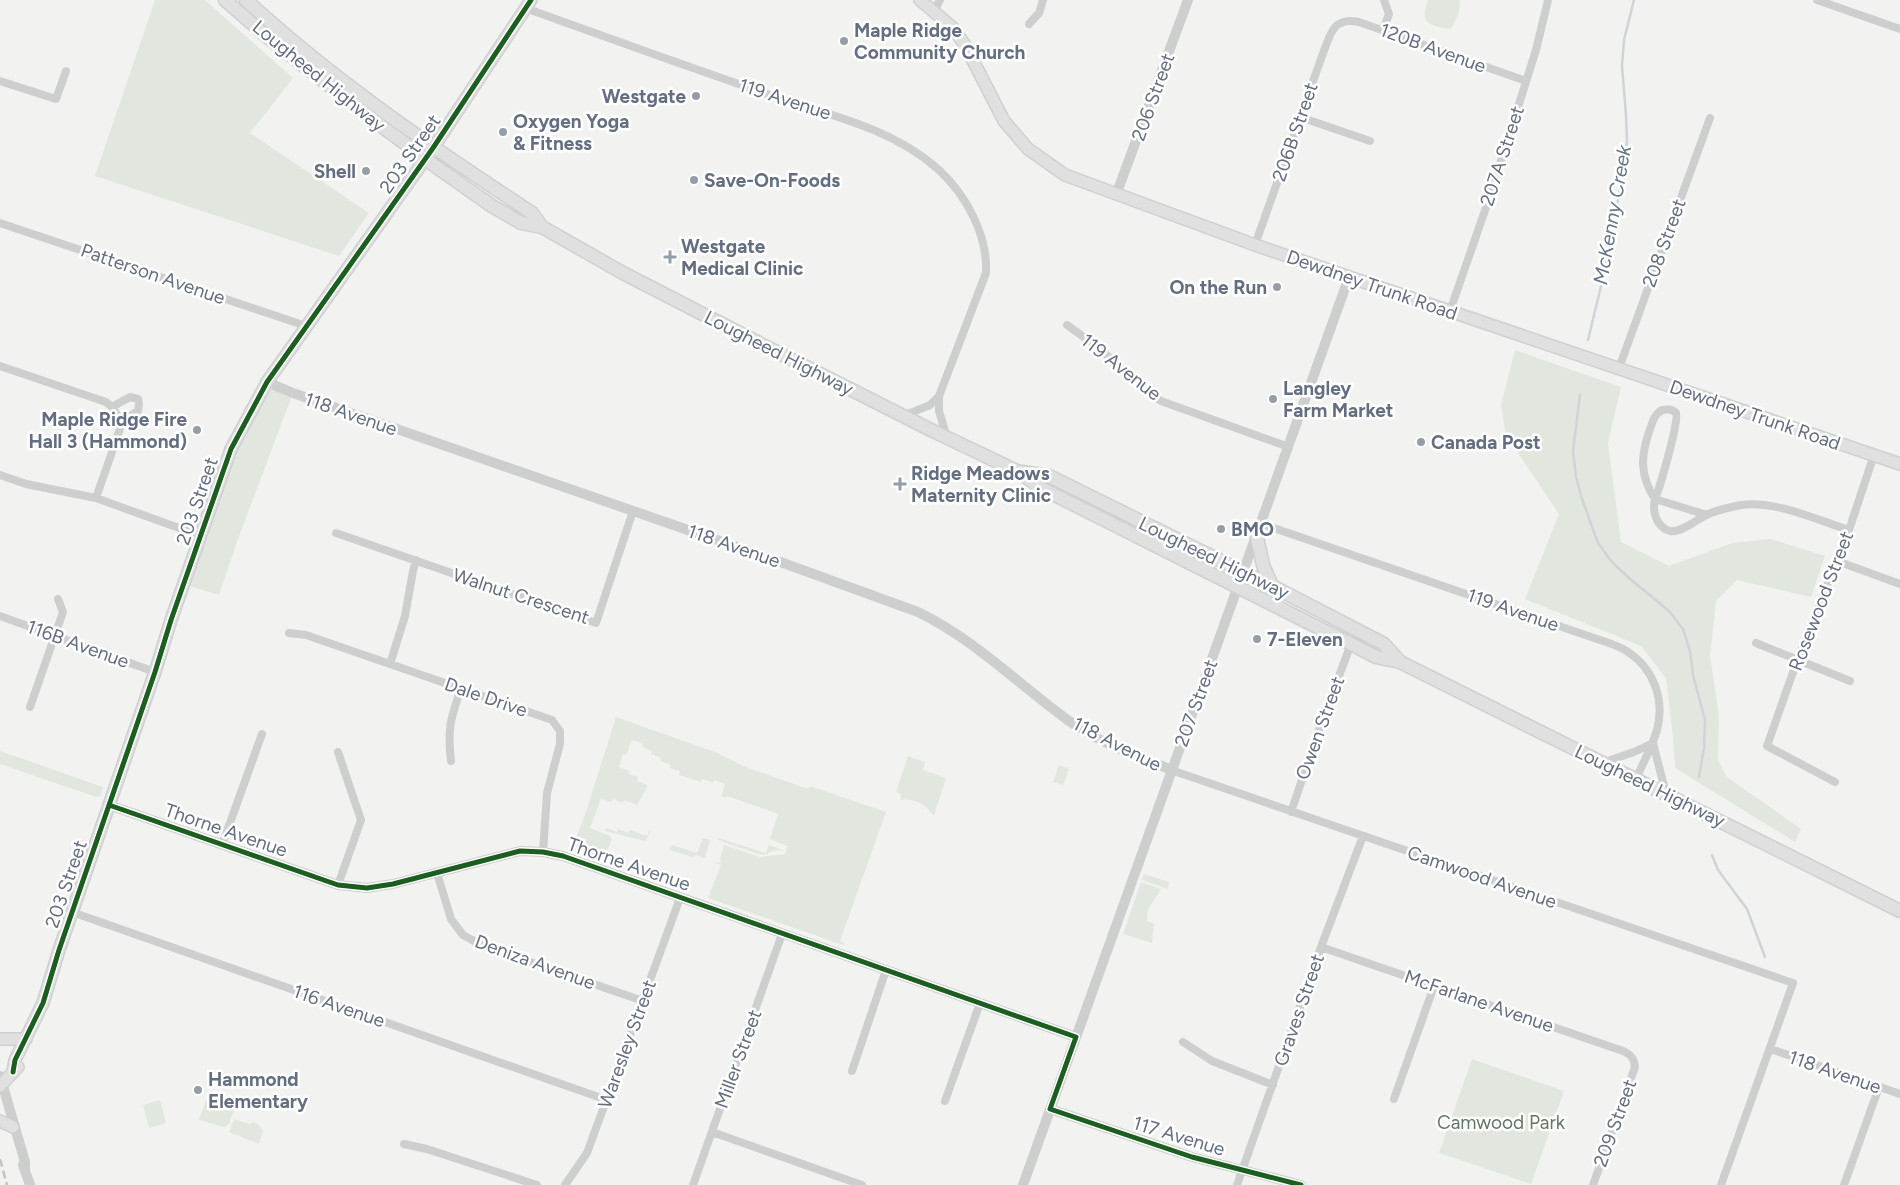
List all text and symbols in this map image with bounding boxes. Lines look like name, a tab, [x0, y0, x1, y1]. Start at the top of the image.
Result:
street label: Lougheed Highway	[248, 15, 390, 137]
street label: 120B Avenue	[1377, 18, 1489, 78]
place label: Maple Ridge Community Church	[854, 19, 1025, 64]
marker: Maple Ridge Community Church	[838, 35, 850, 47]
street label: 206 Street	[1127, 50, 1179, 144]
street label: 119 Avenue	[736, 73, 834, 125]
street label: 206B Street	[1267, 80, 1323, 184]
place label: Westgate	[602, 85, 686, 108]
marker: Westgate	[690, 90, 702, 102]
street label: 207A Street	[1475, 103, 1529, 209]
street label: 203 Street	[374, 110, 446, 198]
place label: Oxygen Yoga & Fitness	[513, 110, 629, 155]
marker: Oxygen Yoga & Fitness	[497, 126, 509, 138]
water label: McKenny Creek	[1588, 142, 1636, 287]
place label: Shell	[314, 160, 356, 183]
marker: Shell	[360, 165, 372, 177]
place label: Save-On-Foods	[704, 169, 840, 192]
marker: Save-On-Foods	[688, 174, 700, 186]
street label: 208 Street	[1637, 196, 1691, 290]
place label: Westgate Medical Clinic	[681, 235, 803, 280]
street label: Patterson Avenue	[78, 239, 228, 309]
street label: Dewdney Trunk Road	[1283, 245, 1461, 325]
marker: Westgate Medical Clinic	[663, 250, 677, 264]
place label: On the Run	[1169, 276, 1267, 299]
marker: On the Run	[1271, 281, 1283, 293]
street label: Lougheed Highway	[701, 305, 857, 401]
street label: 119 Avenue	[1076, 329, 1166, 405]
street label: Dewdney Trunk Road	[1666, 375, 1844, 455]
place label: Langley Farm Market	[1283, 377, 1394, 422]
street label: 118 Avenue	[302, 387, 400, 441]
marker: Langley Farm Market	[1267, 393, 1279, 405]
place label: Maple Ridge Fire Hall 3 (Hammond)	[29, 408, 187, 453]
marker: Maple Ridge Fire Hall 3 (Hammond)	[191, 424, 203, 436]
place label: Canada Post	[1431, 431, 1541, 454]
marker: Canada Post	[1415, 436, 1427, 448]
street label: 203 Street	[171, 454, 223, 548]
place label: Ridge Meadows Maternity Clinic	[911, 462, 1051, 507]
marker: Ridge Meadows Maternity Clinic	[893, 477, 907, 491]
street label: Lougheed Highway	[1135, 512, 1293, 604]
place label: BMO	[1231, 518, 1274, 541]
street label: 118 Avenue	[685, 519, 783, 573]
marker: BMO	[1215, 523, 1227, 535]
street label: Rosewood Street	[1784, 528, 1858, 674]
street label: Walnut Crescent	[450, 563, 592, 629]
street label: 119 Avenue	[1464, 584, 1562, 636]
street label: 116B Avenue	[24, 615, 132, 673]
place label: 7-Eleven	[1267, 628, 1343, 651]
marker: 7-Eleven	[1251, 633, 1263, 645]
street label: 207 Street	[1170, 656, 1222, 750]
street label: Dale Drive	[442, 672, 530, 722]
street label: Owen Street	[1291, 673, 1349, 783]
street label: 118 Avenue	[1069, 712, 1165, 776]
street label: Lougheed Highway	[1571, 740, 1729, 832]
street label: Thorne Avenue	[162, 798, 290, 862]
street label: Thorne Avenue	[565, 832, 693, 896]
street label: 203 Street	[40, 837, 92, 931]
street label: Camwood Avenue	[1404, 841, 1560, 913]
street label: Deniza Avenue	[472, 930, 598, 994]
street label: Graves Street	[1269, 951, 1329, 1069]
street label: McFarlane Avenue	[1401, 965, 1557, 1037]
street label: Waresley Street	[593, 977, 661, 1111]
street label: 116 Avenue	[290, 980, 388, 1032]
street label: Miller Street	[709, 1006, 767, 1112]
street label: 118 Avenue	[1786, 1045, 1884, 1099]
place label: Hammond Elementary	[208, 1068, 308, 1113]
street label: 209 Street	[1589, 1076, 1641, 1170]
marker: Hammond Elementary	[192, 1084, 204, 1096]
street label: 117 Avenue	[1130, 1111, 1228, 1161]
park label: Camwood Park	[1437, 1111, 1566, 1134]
---
* How to complete this task: Reproduce all entries above exactly, minus the images.

* Problem solution:
List all text and symbols in this map image with bounding boxes. Lines look like name, a tab, [x0, y0, x1, y1]. Start at the top of the image.
Result:
street label: Lougheed Highway	[248, 15, 390, 137]
street label: 120B Avenue	[1377, 18, 1489, 78]
place label: Maple Ridge Community Church	[854, 19, 1025, 64]
marker: Maple Ridge Community Church	[838, 35, 850, 47]
street label: 206 Street	[1127, 50, 1179, 144]
street label: 119 Avenue	[736, 73, 834, 125]
street label: 206B Street	[1267, 80, 1323, 184]
place label: Westgate	[602, 85, 686, 108]
marker: Westgate	[690, 90, 702, 102]
street label: 207A Street	[1475, 103, 1529, 209]
street label: 203 Street	[374, 110, 446, 198]
place label: Oxygen Yoga & Fitness	[513, 110, 629, 155]
marker: Oxygen Yoga & Fitness	[497, 126, 509, 138]
water label: McKenny Creek	[1588, 142, 1636, 287]
place label: Shell	[314, 160, 356, 183]
marker: Shell	[360, 165, 372, 177]
place label: Save-On-Foods	[704, 169, 840, 192]
marker: Save-On-Foods	[688, 174, 700, 186]
street label: 208 Street	[1637, 196, 1691, 290]
place label: Westgate Medical Clinic	[681, 235, 803, 280]
street label: Patterson Avenue	[78, 239, 228, 309]
street label: Dewdney Trunk Road	[1283, 245, 1461, 325]
marker: Westgate Medical Clinic	[663, 250, 677, 264]
place label: On the Run	[1169, 276, 1267, 299]
marker: On the Run	[1271, 281, 1283, 293]
street label: Lougheed Highway	[701, 305, 857, 401]
street label: 119 Avenue	[1076, 329, 1166, 405]
street label: Dewdney Trunk Road	[1666, 375, 1844, 455]
place label: Langley Farm Market	[1283, 377, 1394, 422]
street label: 118 Avenue	[302, 387, 400, 441]
marker: Langley Farm Market	[1267, 393, 1279, 405]
place label: Maple Ridge Fire Hall 3 (Hammond)	[29, 408, 187, 453]
marker: Maple Ridge Fire Hall 3 (Hammond)	[191, 424, 203, 436]
place label: Canada Post	[1431, 431, 1541, 454]
marker: Canada Post	[1415, 436, 1427, 448]
street label: 203 Street	[171, 454, 223, 548]
place label: Ridge Meadows Maternity Clinic	[911, 462, 1051, 507]
marker: Ridge Meadows Maternity Clinic	[893, 477, 907, 491]
street label: Lougheed Highway	[1135, 512, 1293, 604]
place label: BMO	[1231, 518, 1274, 541]
street label: 118 Avenue	[685, 519, 783, 573]
marker: BMO	[1215, 523, 1227, 535]
street label: Rosewood Street	[1784, 528, 1858, 674]
street label: Walnut Crescent	[450, 563, 592, 629]
street label: 119 Avenue	[1464, 584, 1562, 636]
street label: 116B Avenue	[24, 615, 132, 673]
place label: 7-Eleven	[1267, 628, 1343, 651]
marker: 7-Eleven	[1251, 633, 1263, 645]
street label: 207 Street	[1170, 656, 1222, 750]
street label: Dale Drive	[442, 672, 530, 722]
street label: Owen Street	[1291, 673, 1349, 783]
street label: 118 Avenue	[1069, 712, 1165, 776]
street label: Lougheed Highway	[1571, 740, 1729, 832]
street label: Thorne Avenue	[162, 798, 290, 862]
street label: Thorne Avenue	[565, 832, 693, 896]
street label: 203 Street	[40, 837, 92, 931]
street label: Camwood Avenue	[1404, 841, 1560, 913]
street label: Deniza Avenue	[472, 930, 598, 994]
street label: Graves Street	[1269, 951, 1329, 1069]
street label: McFarlane Avenue	[1401, 965, 1557, 1037]
street label: Waresley Street	[593, 977, 661, 1111]
street label: 116 Avenue	[290, 980, 388, 1032]
street label: Miller Street	[709, 1006, 767, 1112]
street label: 118 Avenue	[1786, 1045, 1884, 1099]
place label: Hammond Elementary	[208, 1068, 308, 1113]
street label: 209 Street	[1589, 1076, 1641, 1170]
marker: Hammond Elementary	[192, 1084, 204, 1096]
street label: 117 Avenue	[1130, 1111, 1228, 1161]
park label: Camwood Park	[1437, 1111, 1566, 1134]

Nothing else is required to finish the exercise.